When Haider al-Abadi took office in 2014, he promised reforms that would hold corrupt Iraqi leadership accountable and allocate more of a political stake to the country’s Sunnis. Al-Abadi has handed more control over to Iraq’s regional leadership and appointed a Sunni to lead the Ministry of Defense. But some Iraqis are warning the outcome of the Mosul operation could be pivotal for how the country’s Sunnis view Baghdad’s Shiite-dominated government.

Iraq’s foreign minister has warned such a massive reconciliation effort will need funding and support akin to the Marshall Plan that helped western Europe recover from the devastation of World War II.
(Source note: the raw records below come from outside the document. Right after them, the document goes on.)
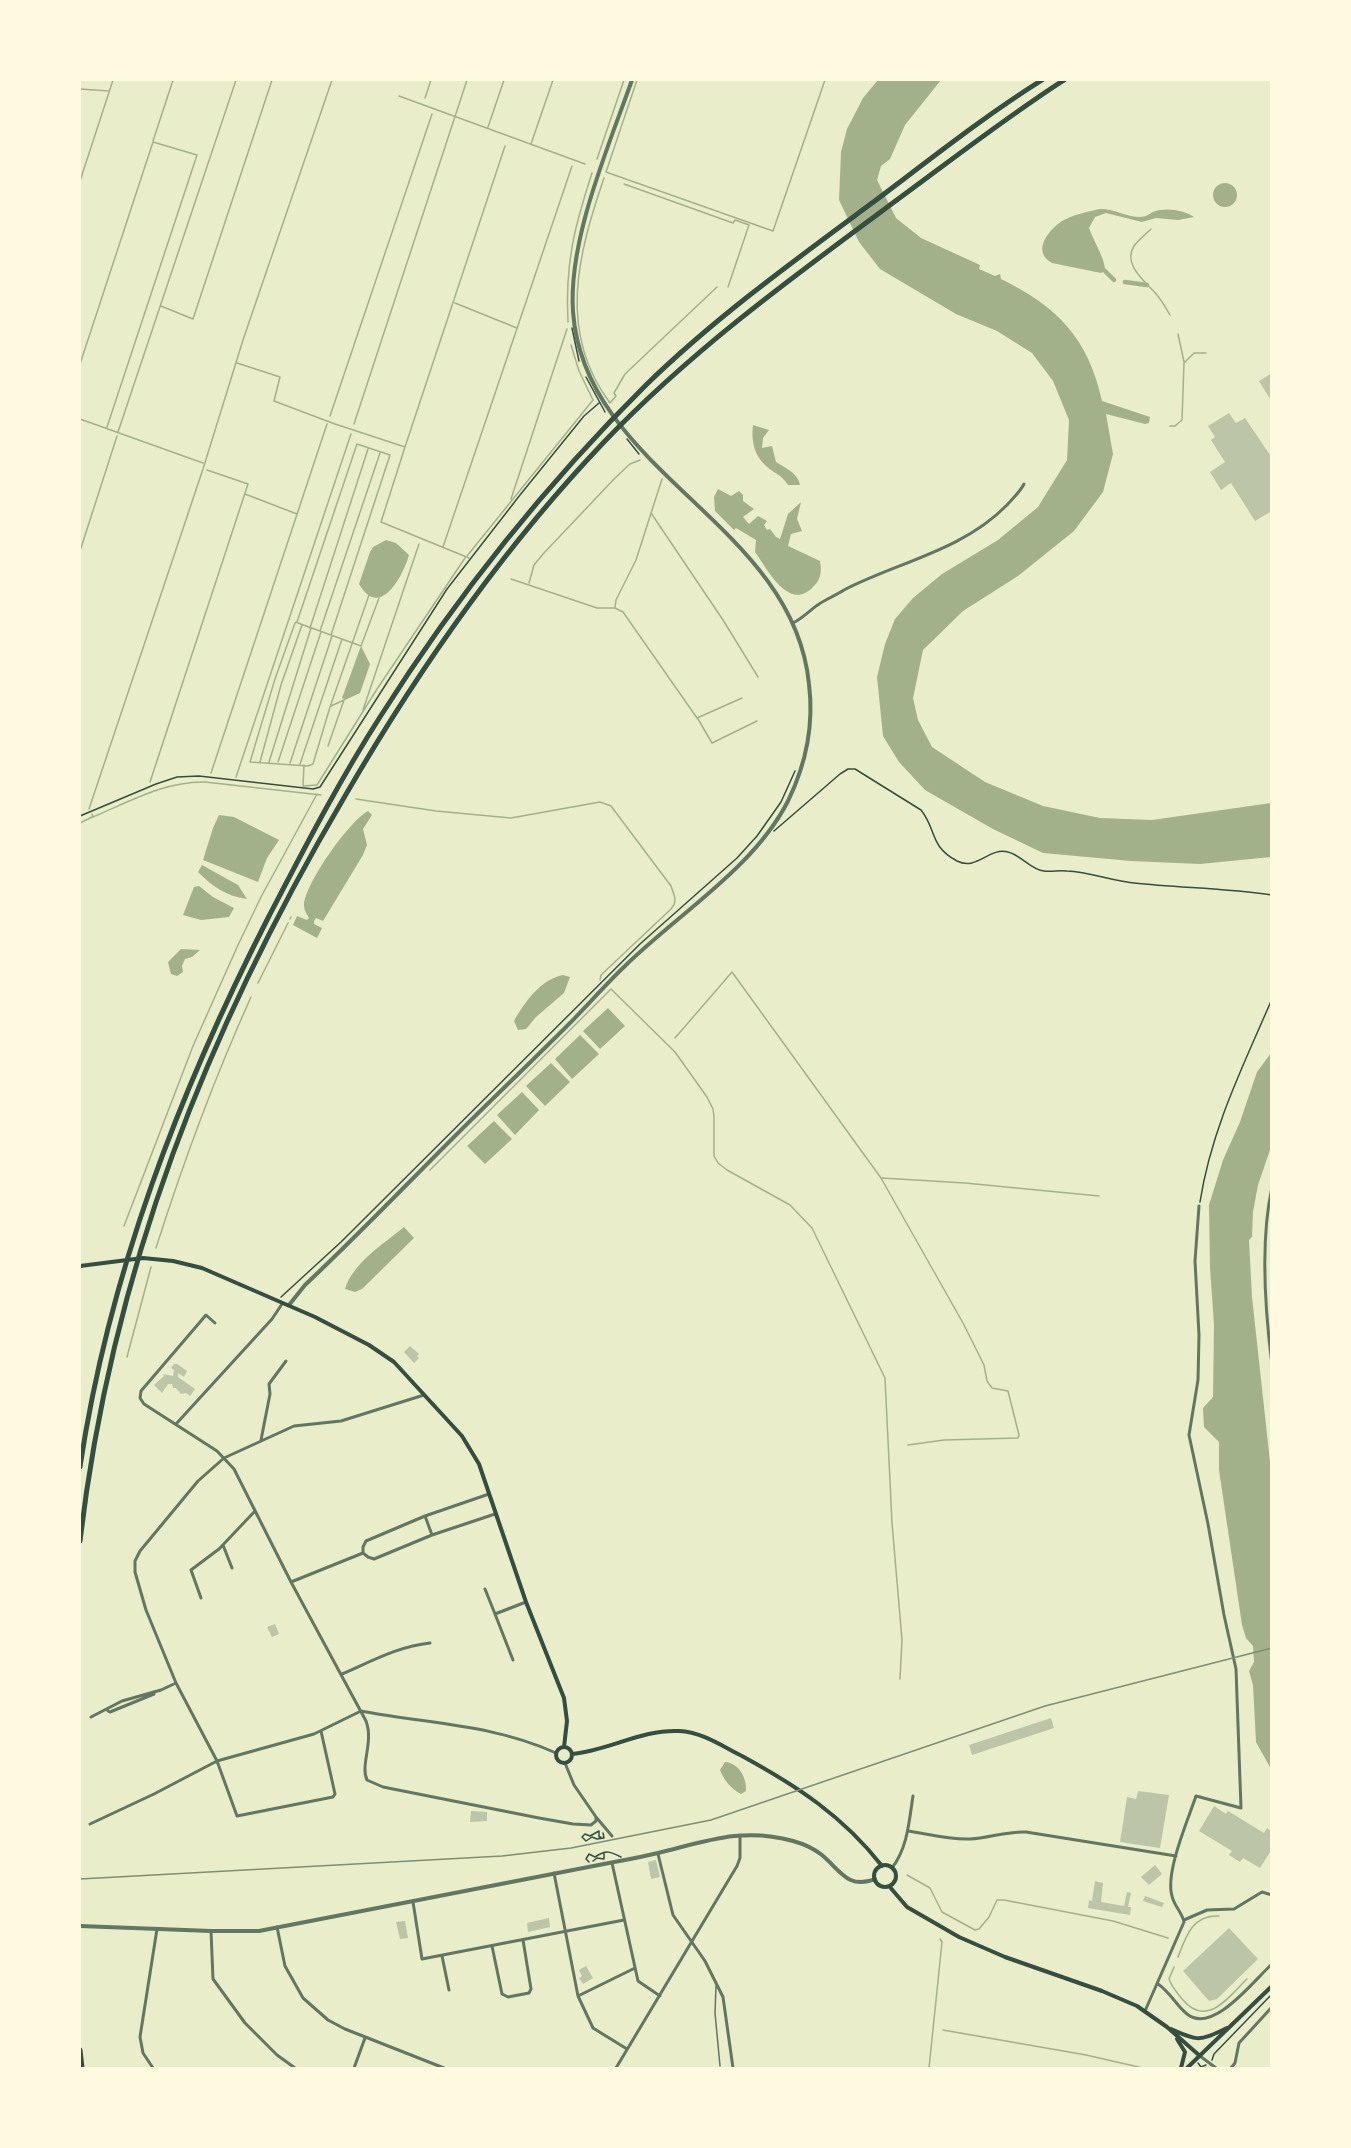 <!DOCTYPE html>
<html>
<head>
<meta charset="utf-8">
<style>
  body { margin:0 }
  #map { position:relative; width:1351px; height:2148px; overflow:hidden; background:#e9edc9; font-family:Jost,sans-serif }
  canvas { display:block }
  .frame { position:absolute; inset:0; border:81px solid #fefae0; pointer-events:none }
</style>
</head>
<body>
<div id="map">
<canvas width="1351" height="2148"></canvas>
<div class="frame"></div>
</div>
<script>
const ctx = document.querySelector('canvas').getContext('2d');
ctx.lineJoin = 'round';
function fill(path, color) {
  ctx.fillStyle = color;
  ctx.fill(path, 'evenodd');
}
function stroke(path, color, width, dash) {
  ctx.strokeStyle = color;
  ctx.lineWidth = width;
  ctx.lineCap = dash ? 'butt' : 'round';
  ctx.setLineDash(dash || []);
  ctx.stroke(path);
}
fill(new Path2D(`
  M878,80H941L905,125L890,159L881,166L877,180L896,218L921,238L980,265L979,269L995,276L1000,274L1001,279C1058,307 1088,338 1102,401L1150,417L1149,423L1145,424L1106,414L1113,454L1103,492L1074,531L1018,576L963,611L923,650L913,698L918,720L932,747L985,782L1043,806L1100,818L1152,820L1271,803V857L1200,864L1131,861L1043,853L993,829L925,790L899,762L883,736L877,677L885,644L895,619L913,598L942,574L998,540L1038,507L1067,460L1069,420L1053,381L1032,353L997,331L956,314L880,269L859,242L839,200L841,152L847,129L863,98Z
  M1213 195a12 12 0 1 1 24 0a12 12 0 1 1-24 0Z
  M1099,209C1113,208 1126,217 1140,217C1146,217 1149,214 1153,212C1166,207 1183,210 1194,217L1178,220L1156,218L1142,222L1106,213L1095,217L1089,228C1093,240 1106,260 1105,271L1101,273L1052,263C1032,252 1047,231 1062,221C1072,215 1087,212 1099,209Z
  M753,425L769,430L763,438L762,448L772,446L776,462C785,468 798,473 800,485H788C780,473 776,475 766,466C754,455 751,441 753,425Z
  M718,489L731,496L739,491L743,495V501L754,509L743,517L749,524L758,516L767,521L764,525L767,530L770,529L776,537L780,539L788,514L801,502L797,519L802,531L791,534L788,546L820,561C822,571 821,580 813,587C789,612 768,570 755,552L756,540L736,528L734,530L715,511L714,497Z
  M386,540L396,543L409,555C403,576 380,620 359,584L370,552L373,547Z
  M361,646L370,664L360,693L345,700L342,698Z
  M368,811L372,815L363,829L367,845L363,855L323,921L316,918L314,921V924L322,928L317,938L293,925L297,916L307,920L309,918C307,914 304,911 304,905C305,884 349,821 368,811Z
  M219,815L234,817L279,840L267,858L258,882L203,860L213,828Z
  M202,865L238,885L247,899C226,896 213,887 198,872Z
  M199,886L213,897L234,908L229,917L201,920L183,915L194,887Z
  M181,949L200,950L192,957L185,959L182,966L183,972L177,976L171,974L168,962Z
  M563,975L570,977L564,993L536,1017L526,1029L518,1030L514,1021C524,1003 541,979 563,975Z
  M608,1008L625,1026L600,1049L583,1031Z
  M580,1035L599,1054L572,1079L555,1059Z
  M1271,1053V1147L1258,1185L1253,1212L1252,1237L1249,1240L1252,1297L1272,1480L1271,1769L1256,1742L1253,1685L1249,1671L1254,1662L1253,1646L1246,1638L1242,1625L1219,1470V1442L1204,1427L1203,1408L1213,1397L1214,1324L1210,1268L1209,1205L1223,1160L1240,1122L1257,1072Z
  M551,1063L570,1082L545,1106L526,1086Z
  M522,1092L539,1110L515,1135L497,1115Z
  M494,1121L512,1139L485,1164L467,1146Z
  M404,1227L414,1238L362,1289L355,1292L345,1289C353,1263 382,1245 404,1227Z
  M725,1762C739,1763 747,1778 746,1791L741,1794C731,1789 724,1780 720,1770Z`), '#a3b18a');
stroke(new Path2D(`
  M637,80L606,172L773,231L825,80
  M80,89L109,91
  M399,96L585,164
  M425,98L431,80
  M488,127L504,80
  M153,141L173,80
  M531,144L553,80
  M597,159L624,80
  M604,178C578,254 557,332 610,403L616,396L614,393L625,374L717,287
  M80,181L113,80
  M624,184L733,223L735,220L749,225L728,287
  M1151,229C1146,234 1138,240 1134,246C1122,265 1146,282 1157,295C1162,301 1166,308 1170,315
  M455,303L517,328
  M161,306L193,319L272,80
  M568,322C565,264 574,228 592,173
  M1178,334L1184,362
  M237,363L280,377L274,401L335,424L405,447L381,522L469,558
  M80,364L153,142L197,155L107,427
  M330,416L432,114
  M80,419L203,463
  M354,424L467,80
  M1170,426H1175L1182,420L1184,363L1194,353H1206
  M118,432L236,80
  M405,447L505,146
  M245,494L297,514
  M511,499L567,329
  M651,513L723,620L758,677
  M443,547L572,166
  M80,551L117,436
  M467,556L593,400L579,371L571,345
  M511,579L597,608H615L623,612L697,718L742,698
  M529,583L534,565L544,553L615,478L630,464L640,460
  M615,607L616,600L636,560L662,479
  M298,623L361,646L379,598
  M310,628L368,449
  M320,631L380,453
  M331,635L390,455L357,444L297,622L295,623L275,679L250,762L308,766L313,764L330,707L369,595
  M363,710L419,544
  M698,719L712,743L757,721
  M328,746L344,700L331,706
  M260,762L281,685L302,625
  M269,762L311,628
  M278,762L321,632
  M290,763L332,636
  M300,764L342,639
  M304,765L303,786L317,785L377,689L465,558
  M211,773L327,424
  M236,777L351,434
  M150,782L248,484L207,470
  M356,799L436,811L511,818L600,802L611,806L671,886C674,895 678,901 671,909L601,975L600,980
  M89,809L203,469L243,340L332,80
  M92,814L93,817C129,802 165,781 205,782L321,795
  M80,823L92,817
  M290,919L291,917
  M258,983L288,923
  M675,1038L732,972L881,1178L963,1323L984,1365L987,1381L992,1388L1008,1391L1019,1435L1018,1438L944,1440L908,1445
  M430,1170L611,989L675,1052L707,1097L713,1109L714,1117V1156L718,1163L727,1170L790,1205L812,1228L885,1378L892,1523L902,1640L900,1679
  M882,1178L965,1183L1099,1196
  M124,1226L193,1046L238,945L261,897L317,794
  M156,1248C183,1163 214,1079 251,997
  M127,1357L151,1267
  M907,1875L930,1888L942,1912L975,1930L979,1929L989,1917L997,1900H1004L1113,1921L1168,1938
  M1178,1957C1186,1936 1193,1914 1219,1916
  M1174,1967L1169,1979C1172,1987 1177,1993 1182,1999C1207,2029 1228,1997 1247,1979
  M943,2030L1086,2055L1143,2068
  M929,2068L942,1942L940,1939`), '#a3b18a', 1.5);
stroke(new Path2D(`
  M1105,271L1114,280
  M1125,282L1147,285`), '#a3b18a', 4.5);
fill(new Path2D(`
  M1272,373V402L1259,381Z
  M1229,413L1236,423L1245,418L1272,458V511L1255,521L1231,483L1221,490L1210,472L1225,462L1211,440L1215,437L1208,426Z
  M410,1346L419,1354L417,1356L419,1358L414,1363L404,1352Z
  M174,1364H177L187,1371L184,1377L178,1373V1377L195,1389L190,1396L186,1393L181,1394L176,1388H173L172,1384H168L162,1393L154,1385L164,1376L163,1374L173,1376L174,1370L171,1368Z
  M275,1624L279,1634L272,1637L267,1627Z
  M1051,1718L1054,1728L972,1755L969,1745Z
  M1138,1791L1169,1795L1160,1848L1120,1842L1127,1797L1136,1799Z
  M1214,1806L1226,1814L1228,1811L1264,1833L1267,1828L1272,1832V1849L1260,1868L1243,1858L1240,1862L1229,1855L1232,1851L1199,1831Z
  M471,1811L487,1812V1821L470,1822Z
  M656,1860L660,1877L651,1879L648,1862Z
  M1155,1865L1162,1874L1149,1885L1141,1877Z
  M1095,1881L1103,1883L1101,1902L1124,1906L1127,1892L1131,1893L1128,1907H1131L1130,1915L1088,1908L1089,1900L1092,1901Z
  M1145,1896L1164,1903L1162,1907L1143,1901Z
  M549,1918L550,1927L528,1932L527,1923Z
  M405,1921L408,1938L400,1939L396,1922Z
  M1229,1928L1258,1959L1217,1999L1209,2001L1183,1971Z
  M586,1966L593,1978L583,1984L579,1978L582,1976L579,1970Z`), '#bcc5a7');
stroke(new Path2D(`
  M572,328L579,361
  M586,377L605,412
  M627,439L639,454
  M80,816L156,784L177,777L199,776L313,789L320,787L447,589L520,495L584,416L599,403
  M774,831L840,774L848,769H855L921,810C937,830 929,846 957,861C977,871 989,847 1008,852C1021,855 1031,870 1044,871C1052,872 1059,870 1067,871C1090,872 1112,881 1134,883C1180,888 1226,888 1272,895
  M1200,1202C1211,1130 1243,1066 1272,999
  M281,1297L341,1242L640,944L737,858L757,836L781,802L795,771
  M601,1837H599V1831L590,1836L585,1834L582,1837L586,1841L592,1837L597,1839L604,1838L603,1833
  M593,1861L597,1858L604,1859V1853
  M589,1862L586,1859L589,1854L595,1857C606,1850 609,1851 621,1857
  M1212,2060L1214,2054L1272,1994
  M1198,2063L1201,2067L1206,2065`), '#344e41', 1.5);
stroke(new Path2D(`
  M716,1986L715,2013L720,2066`), '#617663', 1.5);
stroke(new Path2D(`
  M793,623C803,618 810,610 819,604C827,599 836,595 844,590C898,562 962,551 1007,505C1013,498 1020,492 1024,484
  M1272,1187C1260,1241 1265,1310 1272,1365
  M215,1323L206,1315L141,1391L140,1398L144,1404L217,1451L234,1469L291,1582L366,1721C374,1742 360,1765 367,1780L383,1787L539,1818L573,1824L591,1825L596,1821V1817L574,1785L565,1763
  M176,1424L272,1319L282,1304
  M261,1440L270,1394L269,1384L286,1361
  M489,1494L425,1516L366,1541L363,1547V1553L368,1557L374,1559L432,1535L495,1514
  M425,1516L432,1535
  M223,1545L232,1568
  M291,1582L363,1553
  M485,1589L495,1614
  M201,1598L191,1570L219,1549L255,1511
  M513,1660L495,1614L526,1602
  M342,1674C370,1662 399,1646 430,1643
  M108,1711L110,1712L154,1694
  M361,1711C429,1724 492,1724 556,1753
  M91,1717L122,1701L161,1690L176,1683
  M321,1731L335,1794L333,1797L237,1816L217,1761L176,1683L146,1610L135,1572V1561L140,1551L198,1481L224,1458L294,1426L341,1421L424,1395
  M596,1817L612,1836
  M90,1824L154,1794L217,1761L314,1734L361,1711
  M908,1831C928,1834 949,1840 970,1839C989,1838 1007,1831 1026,1832L1176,1856
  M658,1854L673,1915L705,1961L723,1997L733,2068
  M612,1863L638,1981L660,1996
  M892,1868C908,1847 909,1821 913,1796
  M554,1873L578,1996L593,2028L627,2049
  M413,1902L422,1959L624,1920
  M1184,1920L1207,1910L1234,1909L1262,1892L1272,1895
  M277,1927L285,1966L303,1998L328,2020L345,2029L444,2068
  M211,1931L213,1979L245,2023L277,2055L295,2068
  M492,1946L502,1994L508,1997L529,1993L531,1989L523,1940
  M442,1956L449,1990
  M1158,1984C1170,1992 1176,2005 1187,2014C1213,2035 1254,1980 1272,1964
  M578,1996L635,1968
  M1145,2011L1184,1922C1182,1912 1174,1906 1172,1896C1165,1872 1188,1820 1196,1796L1241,1808L1236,1669L1224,1615L1208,1524L1189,1435L1198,1380L1199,1335L1195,1261L1199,1206
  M1200,2056L1216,2068
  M153,2068L143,2053L140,2037L157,1929
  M354,2068L365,2038
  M616,2068L737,1866L740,1858V1835
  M1231,2068L1235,2063L1239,2043L1272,2007`), '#617663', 3);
stroke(new Path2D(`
  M289,1305L305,1285C356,1237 405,1186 454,1137C492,1099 530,1063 567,1026C587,1006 605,985 625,966C678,914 754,868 788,801C806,764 814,724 809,684C793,522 585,473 573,312C568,240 608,148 632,80
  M80,1926L211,1931H259L609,1863C625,1860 642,1857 658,1853C707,1841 743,1827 793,1841C804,1844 813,1848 822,1855C840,1870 848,1890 875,1879`), '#617663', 4);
stroke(new Path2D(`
  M80,1266L143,1258L173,1261L202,1268L315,1317L369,1345L394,1362L462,1436L479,1464L526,1602L564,1698L567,1721L564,1747
  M556 1755a8 8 0 1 1 16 0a8 8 0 1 1-16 0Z
  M572,1754C608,1751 642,1729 679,1731C702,1732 722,1746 742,1756C797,1786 843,1816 882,1866
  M874 1876a11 11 0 1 1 22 0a11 11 0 1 1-22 0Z
  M889,1886L907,1907L959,1937L1005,1957L1102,1991L1137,2006L1167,2027L1200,2056
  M1171,2029C1200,2042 1199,2041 1227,2028
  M1177,2039L1185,2052L1181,2068
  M1187,2068L1272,1986`), '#344e41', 4);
stroke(new Path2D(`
  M80,1467C109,1273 180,1090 269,916C304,849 339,781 380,717C456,597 546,484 647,384C716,317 795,260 872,203C928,161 983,117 1042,80
  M80,1541C112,1269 207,1030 345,796C418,670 503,548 604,442C689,353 787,281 886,208C945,165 1002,120 1064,80
  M80,2050L82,2068`), '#344e41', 5);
stroke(new Path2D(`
  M80,1879L502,1856L571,1848L711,1820L1045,1706L1272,1648`), '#7c8e77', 1.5);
</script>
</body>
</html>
In order for Iraq’s military gains to stick, the international community needs “to present assistance to Iraqis and support development and overcome the effect of war against Daesh terrorist gangs,” Jaafari said in a statement released by his office. Daesh is an Arabic name for IS.

Roots of IS support

When the Islamic State group rampaged through northwestern Iraq in 2014, the extremists were welcomed by some Sunnis who thought IS represented a Sunni revolution that would deliver them from the country’s Shiite-dominated government in Baghdad.

Under former Prime Minister Nouri al-Maliki, many of Iraq’s Sunnis began to view the country’s security forces as an occupying force. Police and military units often swept through Sunni communities detaining all military-aged males in an attempt to quell dissent, filling the country’s prisons with men arrested on trumped-up terrorism charges.

Baghdad has not yet presented a comprehensive plan for the governance of Nineveh province once the fight for Mosul is concluded and plans for an Iraqi “national guard” that would give greater control of local security to regional leaders have languished in Parliament.

The United Nations reports more than 800,000 civilians have returned to Anbar province after much of that territory was retaken from IS last year, but rebuilding there is mostly being financed with private money as Iraq is still battling an economic crisis sparked in part by the worldwide drop in oil prices.